Drug Guide
Aclidinium Bromide
Classification
Therapeutic: Bronchodilator for COPD
Pharmacological: Long-acting anticholinergic (antimuscarinic) agent
FDA Approved Indications
- Maintenance treatment of airflow obstruction in patients with chronic obstructive pulmonary disease (COPD) including chronic bronchitis and emphysema
Mechanism of Action
Aclidinium bromide selectively antagonizes M3 muscarinic receptors in airway smooth muscle, leading to inhibition of parasympathetic bronchoconstriction and resulting in bronchodilation.
Dosage and Administration
Adult: Use one inhalation (400 mcg) twice daily at approximately 12-hour intervals.
Pediatric: Not indicated for pediatric use.
Geriatric: No specific dosage adjustment; monitor for anticholinergic side effects.
Renal Impairment: No specific adjustment recommended.
Hepatic Impairment: No specific adjustment recommended.
Pharmacokinetics
Absorption: Rapidly absorbed with peak plasma levels in approximately 5 minutes.
Distribution: Widely distributed; high plasma protein binding.
Metabolism: Hydrolyzed quickly by esterases; minimal CYP450 involvement.
Excretion: Primarily via urine as inactive metabolites; minor via feces.
Half Life: Approximately 12 hours.
Contraindications
- Hypersensitivity to aclidinium bromide or quaternary ammonium compounds.
Precautions
- Use with caution in patients with urinary retention, glaucoma, or prostate enlargement due to anticholinergic effects.

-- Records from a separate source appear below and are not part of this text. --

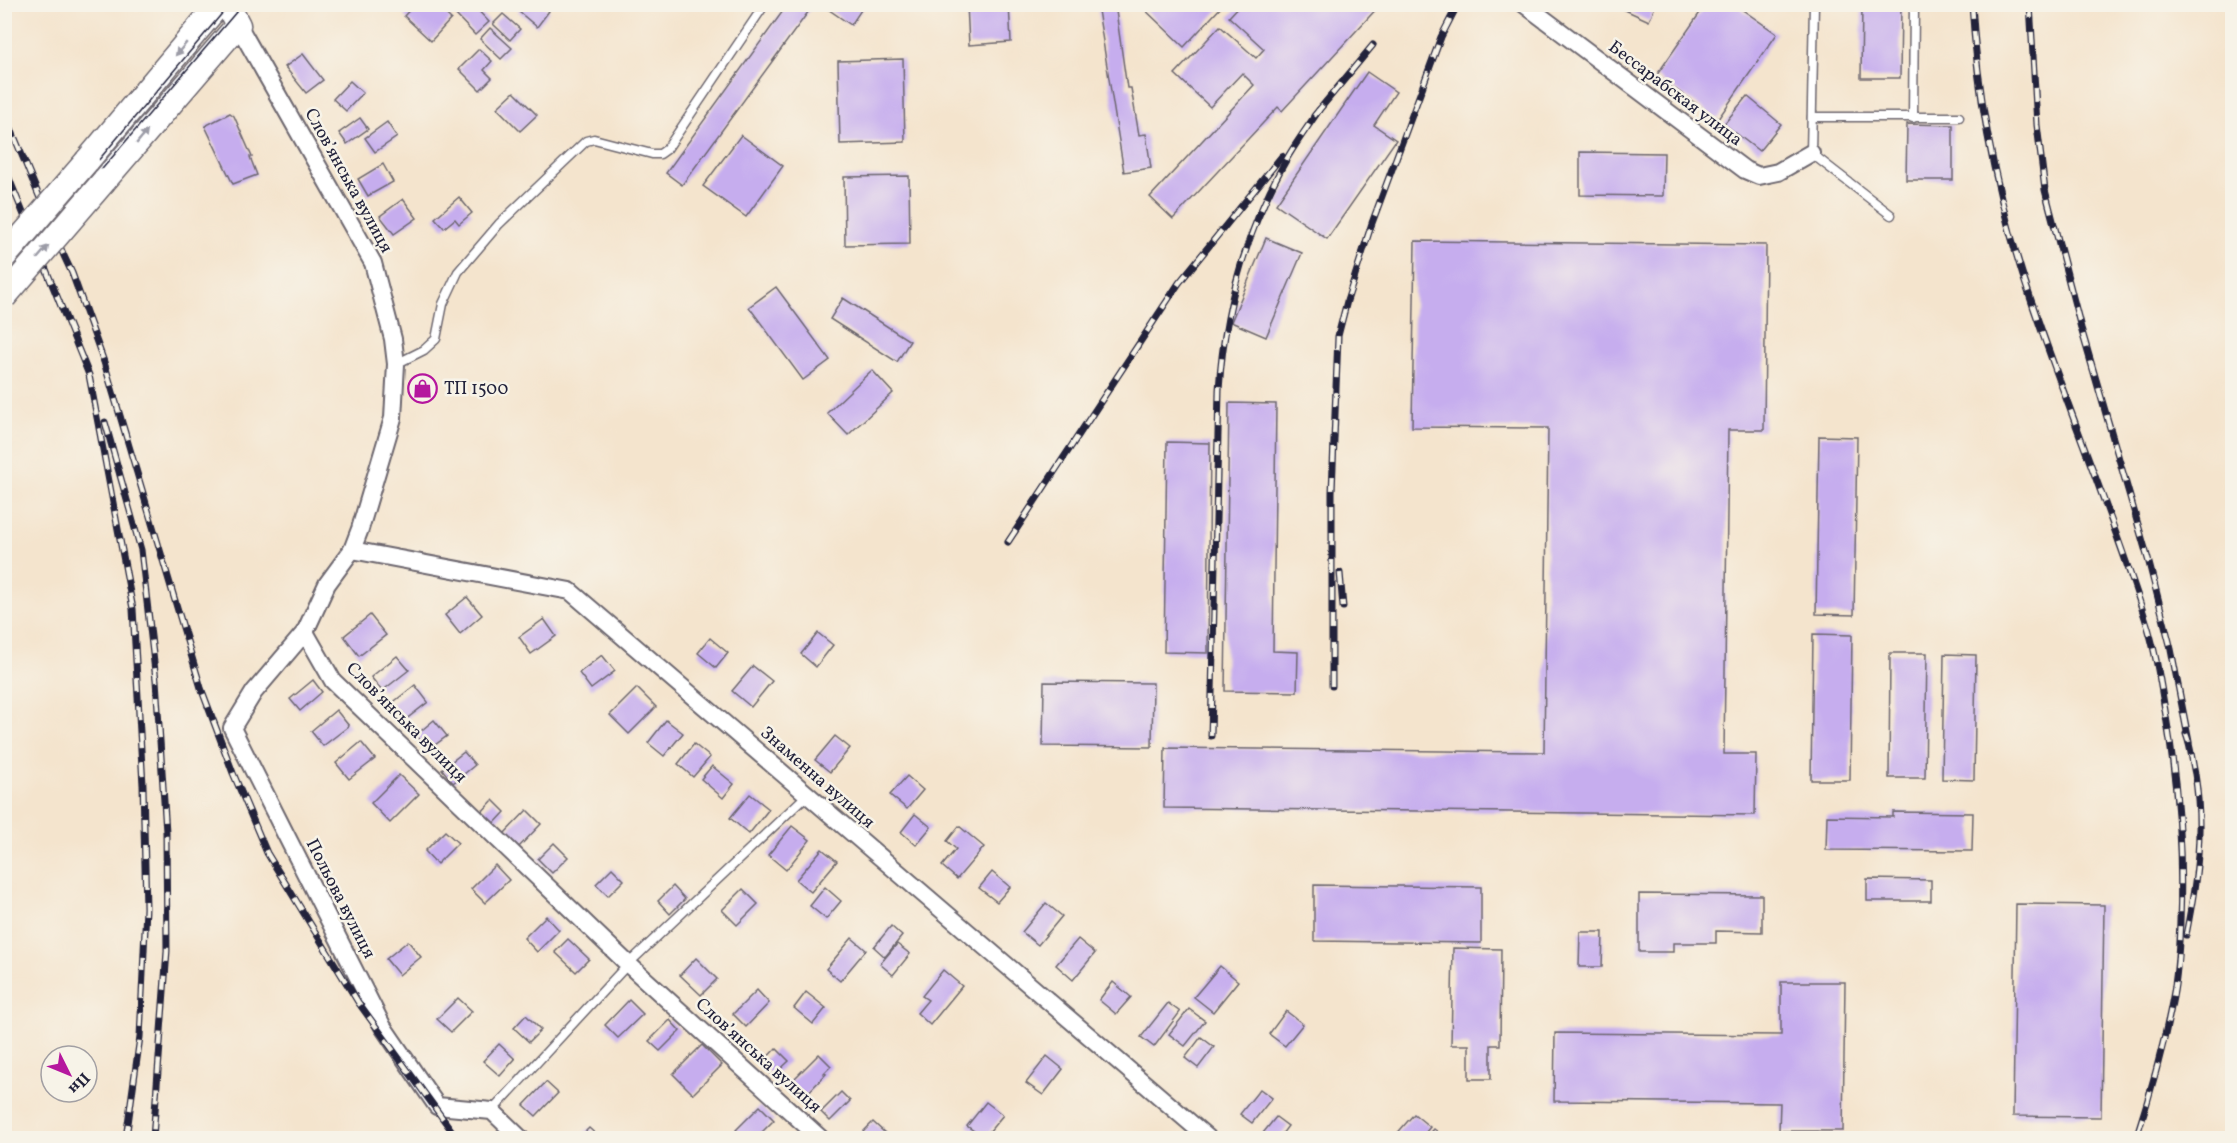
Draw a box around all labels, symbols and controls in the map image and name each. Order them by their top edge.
street label: Бессарабская улица [1603,35,1747,153]
one-way arrow [175,41,188,56]
street label: Слов’янська вулиця [298,104,398,258]
one-way arrow [135,130,148,145]
one-way arrow [36,245,49,260]
shop icon: ТП 1500 [407,373,439,405]
place label: ТП 1500 [444,377,508,402]
street label: Слов’янська вулиця [340,657,472,789]
street label: Знаменна вулиця [754,721,880,835]
street label: Польова вулиця [299,835,381,963]
street label: Слов’янська вулиця [689,993,827,1119]
north arrow [39,1044,99,1104]
text: Пн [63,1067,94,1099]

- Not a rescue inhaler; not for acute bronchospasm.
Adverse Reactions - Common
- Headache (Common)
- Sore throat, cough (Common)
- Nasopharyngitis (Common)
Adverse Reactions - Serious
- Acute bronchospasm (Rare)
- Paradoxical bronchospasm (Rare)
- Ulcers or throat irritation (Rare)
Drug-Drug Interactions
- Other anticholinergic agents; increased anticholinergic side effects.
Drug-Food Interactions
N/ADrug-Herb Interactions
N/ANursing Implications
Assessment: Monitor respiratory status and lung function; assess for anticholinergic side effects.
Diagnoses:
- Impaired gas exchange
- Ineffective airway clearance
Implementation: Administer via Diskus inhaler as prescribed; educate patient on proper inhaler technique.

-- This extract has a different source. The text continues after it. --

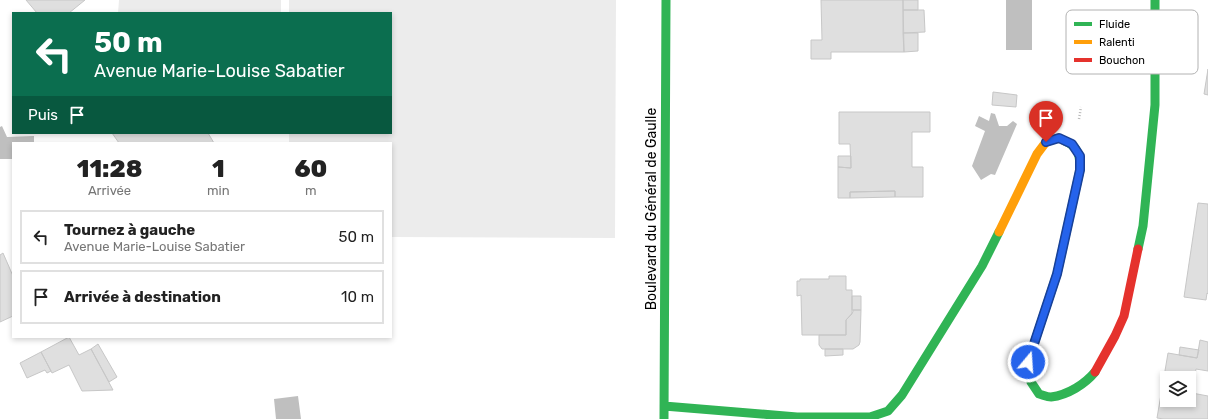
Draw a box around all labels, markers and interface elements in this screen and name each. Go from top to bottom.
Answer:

Evaluation: Assess improvement in respiratory symptoms and lung function tests.
Patient/Family Teaching
- Instruct on correct inhaler use and cleaning.
- Advise to report any signs of paradoxical bronchospasm, such as worsening breathing or wheezing.

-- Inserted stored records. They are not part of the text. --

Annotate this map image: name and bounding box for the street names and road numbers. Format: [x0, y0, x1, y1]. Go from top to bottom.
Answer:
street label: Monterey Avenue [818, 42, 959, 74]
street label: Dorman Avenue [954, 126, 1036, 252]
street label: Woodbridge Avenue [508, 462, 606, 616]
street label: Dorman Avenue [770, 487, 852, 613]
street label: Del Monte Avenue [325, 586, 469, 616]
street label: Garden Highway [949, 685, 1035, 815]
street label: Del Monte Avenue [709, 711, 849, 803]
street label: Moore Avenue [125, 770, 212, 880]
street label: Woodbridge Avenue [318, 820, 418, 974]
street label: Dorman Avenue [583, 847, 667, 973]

- Counsel about common side effects like dry mouth and thirst.
Special Considerations
Black Box Warnings:
- None currently
Genetic Factors: None specified.
Lab Test Interference: None known.
Overdose Management
Signs/Symptoms: Severe anticholinergic effects such as dry mouth, blurred vision, urinary retention, tachycardia, hallucinations.
Treatment: Supportive care, activated charcoal if recent ingestion, and symptomatic management. No specific antagonist.
Storage and Handling
Storage: Store at room temperature below 30°C (86°F); keep inhaler dry.
Stability: Stable until the expiration date printed on the packaging.